MCCORVEY: The pro-lifers have shown me what it’s like to be a human being for the very first time in my whole life.

NICK SWEENEY [DIRECTOR, AKA JANE ROE]: In many ways, Norma was, throughout her life, reduced to a trophy or an emblem. But behind that is a real woman with a real story. I wanted to really get to the heart of what drove her and who she really was.

ROBERTS: Director Nick Sweeney highlighting her spirit and personality.

MCCORVEY: If you’re nice and quiet and polite, nobody pays any attention to you, and I like attention.

SWEENEY: She had this very, very quirky sense of humor.
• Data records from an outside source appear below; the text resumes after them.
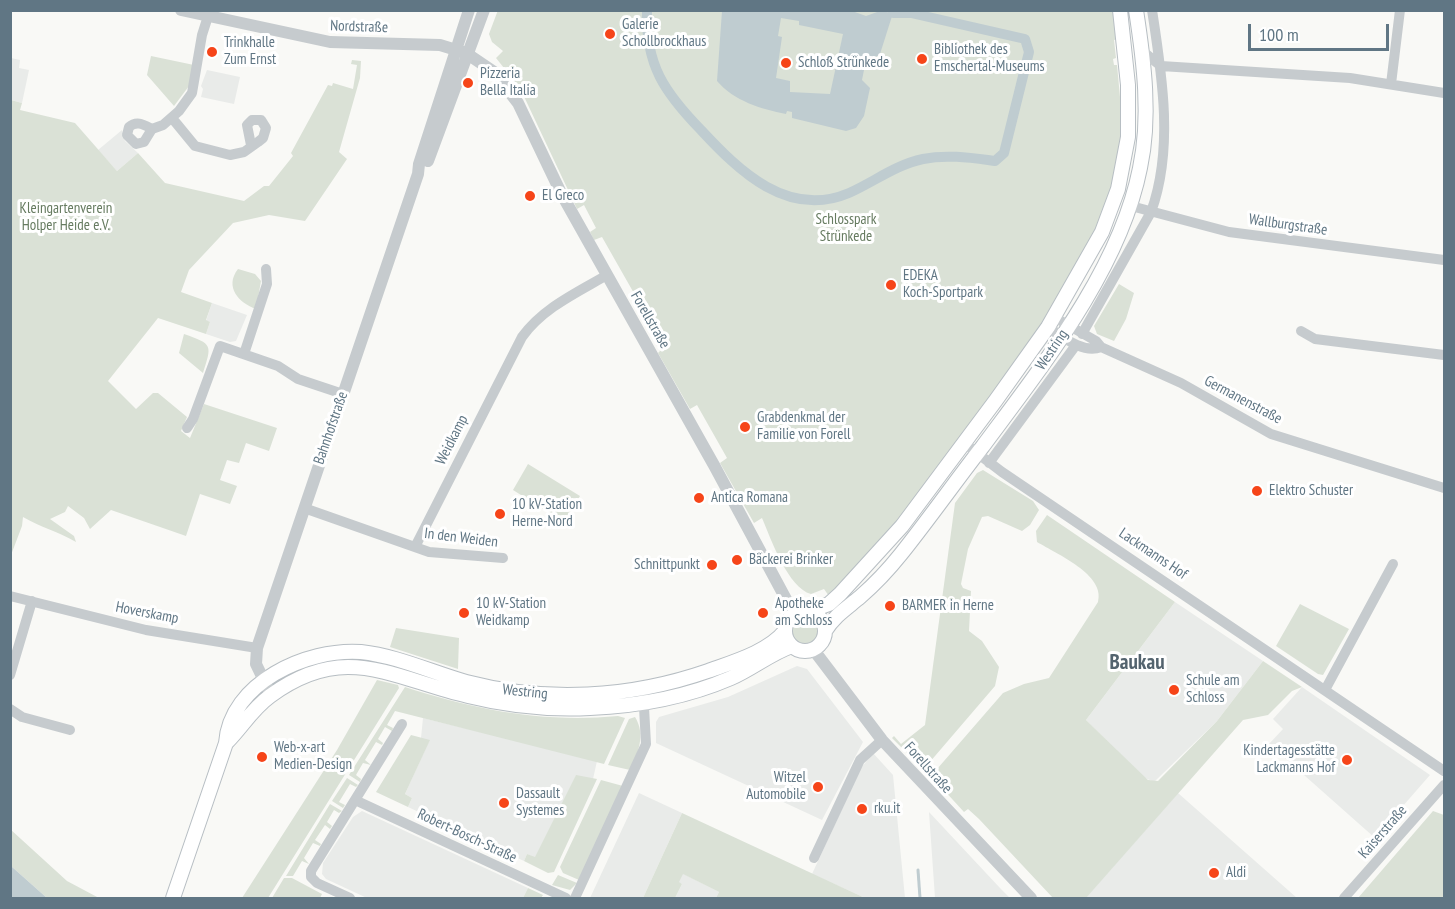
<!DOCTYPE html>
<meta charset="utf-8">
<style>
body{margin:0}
#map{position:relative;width:1455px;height:909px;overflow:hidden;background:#f9f9f6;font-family:"PT Sans Narrow",sans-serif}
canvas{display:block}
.frame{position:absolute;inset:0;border:12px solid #607684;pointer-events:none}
.scale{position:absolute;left:1248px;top:24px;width:141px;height:27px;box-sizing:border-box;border:3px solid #607684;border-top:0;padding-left:8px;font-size:18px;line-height:21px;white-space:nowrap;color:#607684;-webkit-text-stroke:4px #fff;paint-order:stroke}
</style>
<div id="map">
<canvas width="1455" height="909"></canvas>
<div class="frame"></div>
<div class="scale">100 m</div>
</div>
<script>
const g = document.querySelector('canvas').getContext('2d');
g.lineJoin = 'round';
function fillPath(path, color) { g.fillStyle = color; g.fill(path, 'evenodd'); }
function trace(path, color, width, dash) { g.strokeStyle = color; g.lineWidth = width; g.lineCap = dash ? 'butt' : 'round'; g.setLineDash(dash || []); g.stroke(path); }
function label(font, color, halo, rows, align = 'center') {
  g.font = font + ' "PT Sans Narrow",sans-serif'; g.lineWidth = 6; g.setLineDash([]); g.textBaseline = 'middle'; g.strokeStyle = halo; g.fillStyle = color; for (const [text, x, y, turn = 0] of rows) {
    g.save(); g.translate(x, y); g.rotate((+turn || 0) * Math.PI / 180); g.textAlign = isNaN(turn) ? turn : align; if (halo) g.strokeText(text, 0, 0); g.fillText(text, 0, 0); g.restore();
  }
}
fillPath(new Path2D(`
 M11 58 20 60 19 68 29 70 22 103 11 100Z
 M207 70 240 77 234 104 201 97 203 89 201 86Z
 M122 130 125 141 138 153 117 171 98 150Z
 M212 303 247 315 236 341 230 342 206 334 210 322 206 321Z
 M1175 602 1263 661 1217 721 1154 782 1145 778 1086 720Z
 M797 666 807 669 863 742 822 820 656 743V722L659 717 728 697Z
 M1302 687 1430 775 1375 838 1269 744 1283 729 1273 719Z
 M423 718 591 759 597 761 593 779 576 776 535 858 527 854 524 861 408 807 412 798 405 794 429 741 421 738Z
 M873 753 893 775 905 898H865L812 874 861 768Z
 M639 793 682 813 643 898H590Z
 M1178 793 1297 898H1085Z
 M362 811 528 888 523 898H367L326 879 322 874 323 863 353 817Z
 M929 812 1000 888 1010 898H935Z
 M682 873 719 892 716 898H675L682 884 678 882Z`), '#e9ebe9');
fillPath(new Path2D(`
 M498 10 1115 11 1118 39 1114 40 1116 58 1113 59 1114 65H1117L1120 97 1123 95 1120 158 1102 219 1048 318 910 507 831 599 824 589 811 594C788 588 771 539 762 518L754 523 720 463 727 458 697 405 690 409 658 353 660 351 647 328 652 325 602 237 594 240 590 232 596 228 584 205 577 209 520 88 496 58 503 51 492 42 489 34Z
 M151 56 194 65 189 86 174 106 147 75Z
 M352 60 361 61 360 78 339 152 347 159 305 221 269 215 233 223 189 270 181 292 212 303 206 320 210 322 206 334 158 318 108 381 136 409 153 393H158L187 417 181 431 190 438 204 404 277 428 269 451 246 443 239 463 227 460 220 480 237 486 230 504 200 494 186 536 111 510 90 529 84 518 68 506 65 512 50 519 74 536 76 542C59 532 40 527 23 517L22 526 11 555V100L22 103 20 110 75 123 117 171 138 153 165 183 244 201 264 186H269L293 156 291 153 328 85 332 86 333 83 353 89 357 65 351 64Z
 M238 269 255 274 261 281 256 309C239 303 224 287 238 269Z
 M1119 284 1134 293 1126 319 1114 341 1097 334 1094 326Z
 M184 334C213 344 212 345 203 373L179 353Z
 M528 464 580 496 564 522 513 490Z
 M983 470 1033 501 1039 510 1030 525 1022 531 988 516 982 517 968 549 961 584 963 588 971 591 969 631 982 641 999 667 995 686 929 763 919 765 892 738 894 736 901 744 925 725 955 503 977 473Z
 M1047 515 1175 602 1086 720 1148 780 1158 781 1217 721 1263 661 1302 687 1292 691 1268 715 1243 720 1086 898H1053L979 819 968 809 964 812 931 776 1003 693 1024 684 1049 678 1098 602C1106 575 1057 554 1037 542L1036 531Z
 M1300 604 1349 629 1323 675 1318 674 1276 646Z
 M790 630a15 15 0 1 1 30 0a15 15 0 1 1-30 0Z
 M396 628 459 638 458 669 390 647Z
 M377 680 398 685 399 688 268 898H242L337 750Z
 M405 687C476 710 543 723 618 716L625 718 604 764 395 711 387 725 393 728 392 731 385 727 378 739 383 743 382 745 376 742 365 760 371 765 363 763 356 775 361 779 360 782 349 775Z
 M635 717C646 735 638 753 630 770L608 765 629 719Z
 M411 735 430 740 405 794 412 798 408 807 376 792Z
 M576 775 597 779 554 872 548 873 524 861 527 854 535 857Z
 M347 778 358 785 356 787 350 784 339 802 345 805 343 808 332 801Z
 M601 780 623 786 579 880 563 873 560 867Z
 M330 804 342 811 339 813 334 810 327 822 332 826 330 829 325 825 315 840 321 844 320 846 313 843 304 858 309 864 302 861 293 876H286Z
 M1433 811 1444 815V898H1358Z
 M682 813 865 898H716L719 892 683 874 679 882 682 884 675 898H643Z
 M10 829 67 881 99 898H47L11 866Z
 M558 875 577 883 570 890 552 885Z
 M284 878H292L322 894 320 898H272Z
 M528 888 543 895 541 898H523Z`), '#dae1d6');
fillPath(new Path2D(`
 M852 11 866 16 880 11 893 13 880 54 865 65 862 80 870 88 864 116 856 128 846 131 792 118V112L787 111 786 114C761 109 734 101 717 81L722 11ZM781 18 799 21V25L843 34 830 94 790 92V81L776 78 782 37 778 36Z
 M11 866 47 898H11Z`), '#bfccd0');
trace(new Path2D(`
 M918 870 920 898`), '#bfccd0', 3);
trace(new Path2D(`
 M647 10C645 65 665 93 701 130 739 171 788 219 849 193 874 182 895 165 923 159 947 154 972 158 995 161L1004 153 1029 52 1025 39 911 13H893`), '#bfccd0', 10);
const secondary = new Path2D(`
 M810 611 829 604 840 594 902 526 996 400 1048 327 1102 232 1118 189 1128 137V85L1120 10
 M785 631a20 20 0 1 1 40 0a20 20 0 1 1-40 0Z
 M825 631C834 616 847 608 860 597 875 584 889 569 901 554 929 519 955 482 983 446 1043 365 1120 269 1140 168 1151 117 1144 62 1136 10
 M227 742C242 727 252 709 270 696 345 641 391 678 468 696 508 706 549 710 590 708 638 706 687 697 731 678 752 669 771 653 792 646
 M173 898 226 743C230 683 307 648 361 652 397 656 431 672 466 682 546 703 630 698 708 671 733 662 768 652 785 631`);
trace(secondary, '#b7bec3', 16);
trace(new Path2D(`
 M1141 50 1161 66 1350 78 1444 93
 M1391 84 1400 10
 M172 118 195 146 230 155 244 152 258 142 263 138 266 128 261 120H252L247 125 251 145
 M152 129C144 125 137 120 129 127L127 135 136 144 144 142 152 129 163 125 179 111 192 93 202 35 210 10
 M1131 206 1229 232 1444 260
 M1054 317 1096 341 1101 347 1181 383 1271 434 1444 488
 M1048 327C1063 337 1083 354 1101 347
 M1301 331 1315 339 1444 355
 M1082 334 1151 212C1174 149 1162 75 1152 10
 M244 354 267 284 266 269
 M187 428 193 419 220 346 278 366 298 379 343 394
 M964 443 1002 472 1444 771
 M989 463 1076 345
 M304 508 429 552 503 558
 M415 547 522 337C543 308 576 293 607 275
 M10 596 146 630 257 648
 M10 675 32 601
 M1325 690 1393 564
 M10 709 22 717 70 730
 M355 800 566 898
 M814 858 860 760 882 740
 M350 898 317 883 311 877V871L402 724
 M575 898 646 744 643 689
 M1344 898 1444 785`), '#c6cbce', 10);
trace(new Path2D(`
 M181 10 330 42 440 45 466 53 494 72 518 103 561 193 715 467 794 614
 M428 161 484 10
 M813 649 882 740 1031 898
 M268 689 256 664 257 648 418 174 419 164 469 10`), '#c6cbce', 12);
trace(secondary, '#fff', 14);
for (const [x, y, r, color] of [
 [610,34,6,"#f64519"],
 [212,52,6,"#f64519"],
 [922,59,6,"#f64519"],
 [786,63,6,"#f64519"],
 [468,83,6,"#f64519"],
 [530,196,6,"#f64519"],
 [891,285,6,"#f64519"],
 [745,427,6,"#f64519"],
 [1257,491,6,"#f64519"],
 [699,498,6,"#f64519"],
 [500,514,6,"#f64519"],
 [737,560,6,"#f64519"],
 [712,565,6,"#f64519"],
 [890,606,6,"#f64519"],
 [464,613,6,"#f64519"],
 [763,613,6,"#f64519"],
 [1174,690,6,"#f64519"],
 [262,757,6,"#f64519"],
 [1347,760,6,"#f64519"],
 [818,787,6,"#f64519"],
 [504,803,6,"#f64519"],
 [862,809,6,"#f64519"],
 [1214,873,6,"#f64519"]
]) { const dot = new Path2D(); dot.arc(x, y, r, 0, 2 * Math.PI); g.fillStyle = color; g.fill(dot); trace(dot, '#fff', 2); }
label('15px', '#607684', '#fff', [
 ["Galerie",622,25],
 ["Schollbrockhaus",622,42],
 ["Trinkhalle",224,43],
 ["Zum Ernst",224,60],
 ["Bibliothek des",934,50],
 ["Emschertal-Museums",934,67],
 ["Schloß Strünkede",798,63],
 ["Pizzeria",480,74],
 ["Bella Italia",480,91],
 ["El Greco",542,196],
 ["EDEKA",903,276],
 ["Koch-Sportpark",903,293],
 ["Grabdenkmal der",757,418],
 ["Familie von Forell",757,435],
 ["Elektro Schuster",1269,491],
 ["Antica Romana",711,498],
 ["10 kV-Station",512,505],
 ["Herne-Nord",512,522],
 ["Bäckerei Brinker",749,560],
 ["Schnittpunkt",700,565,"right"],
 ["10 kV-Station",476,604],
 ["Weidkamp",476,621],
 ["Apotheke",775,604],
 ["am Schloss",775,621],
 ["BARMER in Herne",902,606],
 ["Schule am",1186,681],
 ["Schloss",1186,698],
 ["Web-x-art",274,748],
 ["Medien-Design",274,765],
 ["Kindertagesstätte",1335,751,"right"],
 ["Lackmanns Hof",1335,768,"right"],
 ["Witzel",806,778,"right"],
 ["Automobile",806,795,"right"],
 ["Dassault",516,794],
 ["Systemes",516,811],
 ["rku.it",874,809],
 ["Aldi",1226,873]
], 'left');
label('15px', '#607684', '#fff', [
 ["Nordstraße",359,27,2],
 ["Wallburgstraße",1288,225,8],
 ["Forellstraße",650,320,60],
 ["Westring",1052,350,-56],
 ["Germanenstraße",1243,400,28],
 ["Bahnhofstraße",331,428,-71],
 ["Weidkamp",452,440,-63],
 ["In den Weiden",461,538,7],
 ["Lackmanns Hof",1153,554,34],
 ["Hoverskamp",147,613,11],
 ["Westring",525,692,6],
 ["Forellstraße",928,768,48],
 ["Kaiserstraße",1383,832,-49],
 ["Robert-Bosch-Straße",467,836,25]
]);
label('15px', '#667b60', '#fff', [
 ["Kleingartenverein",66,209],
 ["Holper Heide e.V.",66,226],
 ["Schlosspark",846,220],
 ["Strünkede",846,237]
]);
label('bold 21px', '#53636e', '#fff', [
 ["Baukau",1137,663]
]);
</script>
She was charming and she was wry.

ROBERTS: Reflecting on her actions.

SWEENEY: I think that she was very motivated by this idea of setting the record straight and explaining who she really was.

ROBERTS: Norma McCorvey, silent for all those years, finally dictating her own narrative just before passing away in 2017.

SWEENEY: It was all an act?

MCCORVEY: Yeah. I did it well too. I am a good actress. Of course, I’m not acting now.

ROBACH: Alright, we thank Deborah Roberts for that. And you can see AKA Jane Row on FX tomorrow at 9:00 Eastern and Pacific. On Saturday, on FX on Hulu.